In the 1950’s the BMA reported that: ‘In addition to the treatment of psychiatric disabilities, there is a place for hypnotism in the production of anaesthesia or analgesia for surgical and dental operations, and in suitable subjects it is an effective method of relieving pain in childbirth without altering the normal course of labour. ‘Medical use of hypnosis.’ British Medical Journal, April, 1955
In 2001 the British Psychological Society said: 'Enough studies have now accumulated to suggest that the inclusion of hypnotic procedures may be beneficial in the management and treatment of a wide range of conditions and problems encountered in the practice of medicine, psychiatry and psychotherapy.’ The Nature of Hypnosis, March 2001
What usually happens at the first session?
1)     A full case-history will be taken by the hypnotherapist.
2)  The client and hypnotherapist will then work together to establish the client’s goal – ie. what they want to achieve from the therapy.
3)  The hypnotherapist will then teach the client a method of self-hypnosis that the client will be asked to practice in between sessions. 
The number of sessions required by each client varies as it is dependent on the client’s established goal and their ability to practice self-hypnosis and help themselves between sessions.
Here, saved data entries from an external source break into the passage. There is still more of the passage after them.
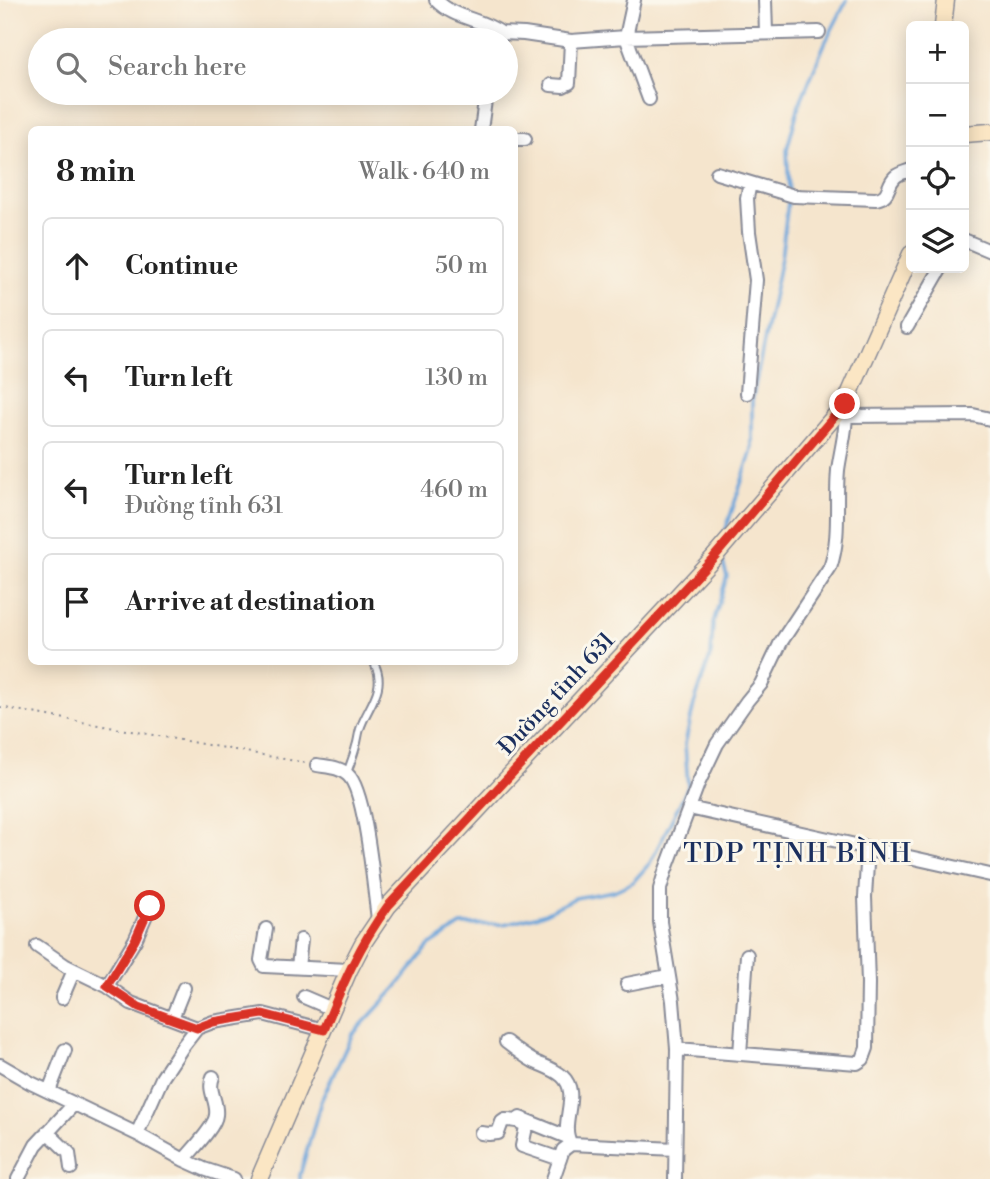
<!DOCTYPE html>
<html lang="en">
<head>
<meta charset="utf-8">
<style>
	:root { --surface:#fff; --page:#f2f2f2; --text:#222; --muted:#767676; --line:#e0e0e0 }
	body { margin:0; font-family:"Libre Bodoni",serif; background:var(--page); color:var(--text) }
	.controls { position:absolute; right:21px; top:21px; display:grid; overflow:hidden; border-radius:10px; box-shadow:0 4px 18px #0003 }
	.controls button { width:63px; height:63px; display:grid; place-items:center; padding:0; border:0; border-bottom:2px solid var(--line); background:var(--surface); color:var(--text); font:35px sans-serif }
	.stop { position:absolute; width:21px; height:21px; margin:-16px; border:5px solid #d93025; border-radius:50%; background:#fff }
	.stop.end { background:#d93025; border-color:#fff; box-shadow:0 2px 7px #0008 }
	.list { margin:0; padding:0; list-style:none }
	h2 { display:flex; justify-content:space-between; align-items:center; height:91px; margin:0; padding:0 28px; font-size:30px }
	h2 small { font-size:23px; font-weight:400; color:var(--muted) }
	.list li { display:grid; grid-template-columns:46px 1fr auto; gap:21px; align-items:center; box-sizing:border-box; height:98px; margin:0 14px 14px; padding:0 14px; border:2px solid var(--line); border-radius:10px }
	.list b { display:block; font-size:26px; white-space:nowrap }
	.list p { margin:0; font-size:23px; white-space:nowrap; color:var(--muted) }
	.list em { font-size:23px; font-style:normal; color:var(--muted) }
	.icon { flex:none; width:38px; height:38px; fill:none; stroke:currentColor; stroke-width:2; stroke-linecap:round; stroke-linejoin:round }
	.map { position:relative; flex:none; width:990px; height:1179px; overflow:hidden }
	.search { position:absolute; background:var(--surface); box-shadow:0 4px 18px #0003; left:28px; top:28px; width:490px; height:77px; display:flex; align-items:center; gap:18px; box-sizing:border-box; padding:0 24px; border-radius:38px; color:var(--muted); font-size:26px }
	.panel { position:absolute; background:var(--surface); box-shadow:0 4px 18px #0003; left:28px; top:126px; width:490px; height:539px; border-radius:10px }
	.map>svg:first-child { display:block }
</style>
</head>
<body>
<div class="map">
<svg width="990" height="1179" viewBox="0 0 990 1179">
	<rect width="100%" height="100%" fill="#fbf7ec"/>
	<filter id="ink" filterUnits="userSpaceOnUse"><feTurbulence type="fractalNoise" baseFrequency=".0143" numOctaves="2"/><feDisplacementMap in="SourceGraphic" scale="14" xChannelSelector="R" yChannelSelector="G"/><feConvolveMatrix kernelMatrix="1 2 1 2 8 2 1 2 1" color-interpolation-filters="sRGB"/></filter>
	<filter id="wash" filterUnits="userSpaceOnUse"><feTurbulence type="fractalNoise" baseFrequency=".00686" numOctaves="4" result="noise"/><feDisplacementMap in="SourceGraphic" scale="28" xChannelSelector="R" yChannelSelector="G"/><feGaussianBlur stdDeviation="1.57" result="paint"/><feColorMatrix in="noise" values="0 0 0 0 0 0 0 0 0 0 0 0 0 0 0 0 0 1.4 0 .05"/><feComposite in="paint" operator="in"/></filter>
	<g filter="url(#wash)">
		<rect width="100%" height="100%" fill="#f5e5cd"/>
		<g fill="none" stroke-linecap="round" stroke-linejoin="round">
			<path stroke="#6ba4da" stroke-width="3.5" d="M724,535l28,-85v-49l29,-143 8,-64 -2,-45 12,-44 26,-62 22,-43
				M300,1179v-4l21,-74 31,-66 43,-46 34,-43 32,-21 43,-1 39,-10 32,-16 39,-7 19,-9 17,-19 38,-76 -3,-43 9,-40 17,-50 2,-31 14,-47 -6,-20"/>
		</g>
	</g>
	<g filter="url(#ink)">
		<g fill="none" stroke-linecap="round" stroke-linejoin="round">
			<defs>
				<path id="lane" d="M347,773c3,-9 7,-18 9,-27 2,-5 2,-11 4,-17 7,-22 27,-40 15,-64"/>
				<path id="street" d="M436,0c18,19 44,18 65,33l-2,7
					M634,0l-8,37 23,62
					M765,0l1,33
					M501,33l23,1 47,7
					M551,85l12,1 6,-3 2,-42 55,-4 193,-5
					M481,130l5,-37
					M514,139h11
					M717,173l77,23 82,3c15,-3 10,-13 19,-22 4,-4 11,-5 16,-7
					M964,240l26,11
					M907,327l34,-59
					M747,393l9,-113 -7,-48 -2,-34 3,-15
					M847,416l126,-1 17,4
					M317,765c11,2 23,2 31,10 18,16 26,116 30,144
					M689,808l301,67
					M266,929l-5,31 3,6 85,4
					M37,946l29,20 41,20 24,17 66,25
					M298,967l3,-27
					M627,984l41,-8
					M107,986l28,-46 15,-34
					M304,997l28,12
					M62,998l12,-28
					M172,1018l12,-30
					M506,1042c9,7 18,14 27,19 10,5 21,8 29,15 20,18 -4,47 9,68
					M677,1049l180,14 6,-4 4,-11 1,-65 -3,-86 3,-49
					M740,1054l7,-99
					M0,1065l31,18 106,51 47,26 20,9 30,10
					M49,1091l16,-41
					M520,1118l47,19
					M47,1132l22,21 2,15
					M481,1133l8,1 9,-1 4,-11 3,-2c7,0 17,1 21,7l-4,19 38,13
					M137,1134l25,-56 21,-32 14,-18 16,-6 50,-8 61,16
					M184,1160c8,-10 31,-33 32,-45 2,-14 -9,-24 -3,-38
					M18,1179l18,-34 38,-41
					M553,1179l10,-29 8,-6 104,5
					M675,1179l2,-130 -4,-48 -13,-79v-33l5,-17 33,-88 19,-40 30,-43 14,-17 20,-42 49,-74c11,-32 5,-65 8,-98 3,-22 10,-44 7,-66"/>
				<path id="secondary" d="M943,26l3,-26
					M964,134l26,-2
					M259,1179l90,-209 14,-27 25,-37 326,-349 131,-153 66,-150"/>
			</defs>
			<use href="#lane" stroke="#888a96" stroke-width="10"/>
			<use href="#street" stroke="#888a96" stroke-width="16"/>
			<use href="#secondary" stroke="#888a96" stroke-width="19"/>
			<path stroke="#888a96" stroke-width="2" stroke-dasharray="2 5" stroke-linecap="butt" d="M0,707l306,56"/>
			<use href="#lane" stroke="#fff" stroke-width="6"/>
			<use href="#street" stroke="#fff" stroke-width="12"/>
			<use href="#secondary" stroke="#fbe6c4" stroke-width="16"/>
		</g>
	</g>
	<g fill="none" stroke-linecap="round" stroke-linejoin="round" filter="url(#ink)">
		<path stroke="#d93025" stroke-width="9" d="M150,906l-15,34 -28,46 32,21 58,21 16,-6 50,-8 61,16c18,-44 35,-85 64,-124l326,-349 131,-153"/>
	</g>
	<g text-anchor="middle" stroke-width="6" stroke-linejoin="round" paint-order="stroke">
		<g font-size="23" fill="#1b2f5e" stroke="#fbf7ec">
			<text transform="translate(556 693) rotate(-47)" y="8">Đường tỉnh 631</text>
		</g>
		<g font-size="26" letter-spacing="2" fill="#1b2f5e" stroke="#fbf7ec">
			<text x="798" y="862">TDP TỊNH BÌNH</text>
		</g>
	</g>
</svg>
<div class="controls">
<button>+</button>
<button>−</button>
<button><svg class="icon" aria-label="locate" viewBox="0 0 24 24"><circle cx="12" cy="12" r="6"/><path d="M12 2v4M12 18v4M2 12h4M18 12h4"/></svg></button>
<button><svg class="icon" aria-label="layers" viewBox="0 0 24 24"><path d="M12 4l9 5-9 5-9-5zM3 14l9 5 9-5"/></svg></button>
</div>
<div class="stop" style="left:150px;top:906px"></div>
<div class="stop end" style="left:845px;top:404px"></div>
<div class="search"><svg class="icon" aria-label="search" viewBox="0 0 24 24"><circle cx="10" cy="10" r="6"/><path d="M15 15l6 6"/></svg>Search here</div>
<section class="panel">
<h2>8 min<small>Walk · 640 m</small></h2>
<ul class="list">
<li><svg class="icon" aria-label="ahead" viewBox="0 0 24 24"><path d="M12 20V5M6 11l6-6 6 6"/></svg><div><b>Continue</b></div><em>50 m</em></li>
<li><svg class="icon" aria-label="left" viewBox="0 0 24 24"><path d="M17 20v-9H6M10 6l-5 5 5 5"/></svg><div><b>Turn left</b></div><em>130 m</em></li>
<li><svg class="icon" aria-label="left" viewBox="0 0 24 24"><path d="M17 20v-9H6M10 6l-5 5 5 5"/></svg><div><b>Turn left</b><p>Đường tỉnh 631</p></div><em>460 m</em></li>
<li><svg class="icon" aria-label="arrive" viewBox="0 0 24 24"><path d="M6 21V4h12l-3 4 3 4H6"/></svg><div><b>Arrive at destination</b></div></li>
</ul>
</section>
</div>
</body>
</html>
Some clients may need only 2 or 3 sessions, others may need many more.
Hypnotherapy is effective in the resolution of many problems from anxiety to pain control to weight loss.  It can also be used to help improve performance, over come fears of speaking in public and other work-related issues.

One Response

  1. Hypnosis

    A most interesting article. Thank you.

    If anyone is interested in the uses & abuses to which hypnosis has been put, you might care to read about the Hillside Strangler case in the early 1980s. Kenneth Bianchi’s attempt to fabricate multiple personalities, & how this was uncovered under hypnosis by Dr Martin Orne,  makes for fascinating reading.